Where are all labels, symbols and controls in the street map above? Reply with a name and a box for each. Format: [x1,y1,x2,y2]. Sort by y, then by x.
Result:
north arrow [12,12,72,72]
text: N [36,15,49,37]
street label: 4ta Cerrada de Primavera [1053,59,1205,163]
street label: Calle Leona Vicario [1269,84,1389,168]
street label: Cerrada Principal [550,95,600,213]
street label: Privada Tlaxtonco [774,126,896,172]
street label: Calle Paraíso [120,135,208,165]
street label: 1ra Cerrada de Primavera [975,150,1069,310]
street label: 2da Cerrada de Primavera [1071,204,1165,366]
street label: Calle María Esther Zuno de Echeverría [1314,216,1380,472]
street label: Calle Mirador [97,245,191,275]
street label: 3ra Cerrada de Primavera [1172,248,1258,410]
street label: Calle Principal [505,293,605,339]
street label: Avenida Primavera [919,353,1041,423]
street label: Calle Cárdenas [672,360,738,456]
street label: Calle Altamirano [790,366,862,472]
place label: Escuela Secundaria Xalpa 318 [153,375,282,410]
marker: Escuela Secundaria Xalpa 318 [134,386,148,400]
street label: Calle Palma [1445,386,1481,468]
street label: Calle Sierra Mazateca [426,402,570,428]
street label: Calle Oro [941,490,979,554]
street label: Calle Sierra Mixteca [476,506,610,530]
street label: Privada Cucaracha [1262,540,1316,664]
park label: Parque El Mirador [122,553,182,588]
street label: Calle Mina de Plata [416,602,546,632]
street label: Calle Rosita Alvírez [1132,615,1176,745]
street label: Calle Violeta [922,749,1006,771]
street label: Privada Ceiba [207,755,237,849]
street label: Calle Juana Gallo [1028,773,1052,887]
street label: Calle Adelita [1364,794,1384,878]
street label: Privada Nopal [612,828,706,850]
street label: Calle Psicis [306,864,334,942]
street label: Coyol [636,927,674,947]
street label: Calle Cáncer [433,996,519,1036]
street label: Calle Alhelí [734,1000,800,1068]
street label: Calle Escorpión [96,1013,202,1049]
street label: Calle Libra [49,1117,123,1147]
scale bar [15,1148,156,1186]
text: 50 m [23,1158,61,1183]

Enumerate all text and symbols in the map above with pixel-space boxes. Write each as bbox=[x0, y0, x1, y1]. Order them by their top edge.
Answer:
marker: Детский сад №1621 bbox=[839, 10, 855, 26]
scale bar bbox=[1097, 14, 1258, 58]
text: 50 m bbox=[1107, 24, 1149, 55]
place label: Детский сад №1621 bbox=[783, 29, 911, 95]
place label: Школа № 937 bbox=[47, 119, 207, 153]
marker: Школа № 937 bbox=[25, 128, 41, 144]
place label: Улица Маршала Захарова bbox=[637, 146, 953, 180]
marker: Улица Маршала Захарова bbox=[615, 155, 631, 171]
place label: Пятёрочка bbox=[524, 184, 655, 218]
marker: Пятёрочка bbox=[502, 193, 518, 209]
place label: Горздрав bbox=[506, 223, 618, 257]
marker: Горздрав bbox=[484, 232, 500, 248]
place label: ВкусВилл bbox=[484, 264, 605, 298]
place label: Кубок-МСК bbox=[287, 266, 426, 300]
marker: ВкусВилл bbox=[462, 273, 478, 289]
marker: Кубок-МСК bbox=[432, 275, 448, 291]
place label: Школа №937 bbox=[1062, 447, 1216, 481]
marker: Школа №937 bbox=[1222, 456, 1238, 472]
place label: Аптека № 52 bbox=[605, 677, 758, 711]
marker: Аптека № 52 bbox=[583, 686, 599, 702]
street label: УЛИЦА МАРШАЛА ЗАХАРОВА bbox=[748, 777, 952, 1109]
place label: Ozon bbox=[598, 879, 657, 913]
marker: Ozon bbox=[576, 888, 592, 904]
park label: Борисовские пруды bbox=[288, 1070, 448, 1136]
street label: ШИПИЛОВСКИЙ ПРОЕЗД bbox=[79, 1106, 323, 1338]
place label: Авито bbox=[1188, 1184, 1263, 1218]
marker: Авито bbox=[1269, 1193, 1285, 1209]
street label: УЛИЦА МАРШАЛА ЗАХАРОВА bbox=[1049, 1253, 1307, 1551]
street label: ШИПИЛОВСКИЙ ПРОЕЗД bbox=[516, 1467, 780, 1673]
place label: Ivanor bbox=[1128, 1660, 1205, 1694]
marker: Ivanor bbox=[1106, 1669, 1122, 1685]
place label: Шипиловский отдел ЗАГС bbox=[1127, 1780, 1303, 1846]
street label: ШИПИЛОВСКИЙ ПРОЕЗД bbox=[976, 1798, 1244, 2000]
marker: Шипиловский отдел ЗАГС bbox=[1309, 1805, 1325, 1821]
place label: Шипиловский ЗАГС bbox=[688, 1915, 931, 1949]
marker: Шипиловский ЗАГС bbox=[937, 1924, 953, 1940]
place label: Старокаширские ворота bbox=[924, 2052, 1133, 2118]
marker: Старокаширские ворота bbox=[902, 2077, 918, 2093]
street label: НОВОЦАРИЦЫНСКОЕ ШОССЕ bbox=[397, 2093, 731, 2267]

===============

__Problem requirements__. Make an exact copy of all the lines above.

__Reply to the exercise__.
Where are all labels, symbols and controls in the street map above? Reply with a name and a box for each. Format: [x1,y1,x2,y2]. Sort by y, then by x.
Result:
north arrow [12,12,72,72]
text: N [36,15,49,37]
street label: 4ta Cerrada de Primavera [1053,59,1205,163]
street label: Calle Leona Vicario [1269,84,1389,168]
street label: Cerrada Principal [550,95,600,213]
street label: Privada Tlaxtonco [774,126,896,172]
street label: Calle Paraíso [120,135,208,165]
street label: 1ra Cerrada de Primavera [975,150,1069,310]
street label: 2da Cerrada de Primavera [1071,204,1165,366]
street label: Calle María Esther Zuno de Echeverría [1314,216,1380,472]
street label: Calle Mirador [97,245,191,275]
street label: 3ra Cerrada de Primavera [1172,248,1258,410]
street label: Calle Principal [505,293,605,339]
street label: Avenida Primavera [919,353,1041,423]
street label: Calle Cárdenas [672,360,738,456]
street label: Calle Altamirano [790,366,862,472]
place label: Escuela Secundaria Xalpa 318 [153,375,282,410]
marker: Escuela Secundaria Xalpa 318 [134,386,148,400]
street label: Calle Palma [1445,386,1481,468]
street label: Calle Sierra Mazateca [426,402,570,428]
street label: Calle Oro [941,490,979,554]
street label: Calle Sierra Mixteca [476,506,610,530]
street label: Privada Cucaracha [1262,540,1316,664]
park label: Parque El Mirador [122,553,182,588]
street label: Calle Mina de Plata [416,602,546,632]
street label: Calle Rosita Alvírez [1132,615,1176,745]
street label: Calle Violeta [922,749,1006,771]
street label: Privada Ceiba [207,755,237,849]
street label: Calle Juana Gallo [1028,773,1052,887]
street label: Calle Adelita [1364,794,1384,878]
street label: Privada Nopal [612,828,706,850]
street label: Calle Psicis [306,864,334,942]
street label: Coyol [636,927,674,947]
street label: Calle Cáncer [433,996,519,1036]
street label: Calle Alhelí [734,1000,800,1068]
street label: Calle Escorpión [96,1013,202,1049]
street label: Calle Libra [49,1117,123,1147]
scale bar [15,1148,156,1186]
text: 50 m [23,1158,61,1183]

Enumerate all text and symbols in the map above with pixel-space boxes. Write each as bbox=[x0, y0, x1, y1]. Order them by their top edge.
Answer:
marker: Детский сад №1621 bbox=[839, 10, 855, 26]
scale bar bbox=[1097, 14, 1258, 58]
text: 50 m bbox=[1107, 24, 1149, 55]
place label: Детский сад №1621 bbox=[783, 29, 911, 95]
place label: Школа № 937 bbox=[47, 119, 207, 153]
marker: Школа № 937 bbox=[25, 128, 41, 144]
place label: Улица Маршала Захарова bbox=[637, 146, 953, 180]
marker: Улица Маршала Захарова bbox=[615, 155, 631, 171]
place label: Пятёрочка bbox=[524, 184, 655, 218]
marker: Пятёрочка bbox=[502, 193, 518, 209]
place label: Горздрав bbox=[506, 223, 618, 257]
marker: Горздрав bbox=[484, 232, 500, 248]
place label: ВкусВилл bbox=[484, 264, 605, 298]
place label: Кубок-МСК bbox=[287, 266, 426, 300]
marker: ВкусВилл bbox=[462, 273, 478, 289]
marker: Кубок-МСК bbox=[432, 275, 448, 291]
place label: Школа №937 bbox=[1062, 447, 1216, 481]
marker: Школа №937 bbox=[1222, 456, 1238, 472]
place label: Аптека № 52 bbox=[605, 677, 758, 711]
marker: Аптека № 52 bbox=[583, 686, 599, 702]
street label: УЛИЦА МАРШАЛА ЗАХАРОВА bbox=[748, 777, 952, 1109]
place label: Ozon bbox=[598, 879, 657, 913]
marker: Ozon bbox=[576, 888, 592, 904]
park label: Борисовские пруды bbox=[288, 1070, 448, 1136]
street label: ШИПИЛОВСКИЙ ПРОЕЗД bbox=[79, 1106, 323, 1338]
place label: Авито bbox=[1188, 1184, 1263, 1218]
marker: Авито bbox=[1269, 1193, 1285, 1209]
street label: УЛИЦА МАРШАЛА ЗАХАРОВА bbox=[1049, 1253, 1307, 1551]
street label: ШИПИЛОВСКИЙ ПРОЕЗД bbox=[516, 1467, 780, 1673]
place label: Ivanor bbox=[1128, 1660, 1205, 1694]
marker: Ivanor bbox=[1106, 1669, 1122, 1685]
place label: Шипиловский отдел ЗАГС bbox=[1127, 1780, 1303, 1846]
street label: ШИПИЛОВСКИЙ ПРОЕЗД bbox=[976, 1798, 1244, 2000]
marker: Шипиловский отдел ЗАГС bbox=[1309, 1805, 1325, 1821]
place label: Шипиловский ЗАГС bbox=[688, 1915, 931, 1949]
marker: Шипиловский ЗАГС bbox=[937, 1924, 953, 1940]
place label: Старокаширские ворота bbox=[924, 2052, 1133, 2118]
marker: Старокаширские ворота bbox=[902, 2077, 918, 2093]
street label: НОВОЦАРИЦЫНСКОЕ ШОССЕ bbox=[397, 2093, 731, 2267]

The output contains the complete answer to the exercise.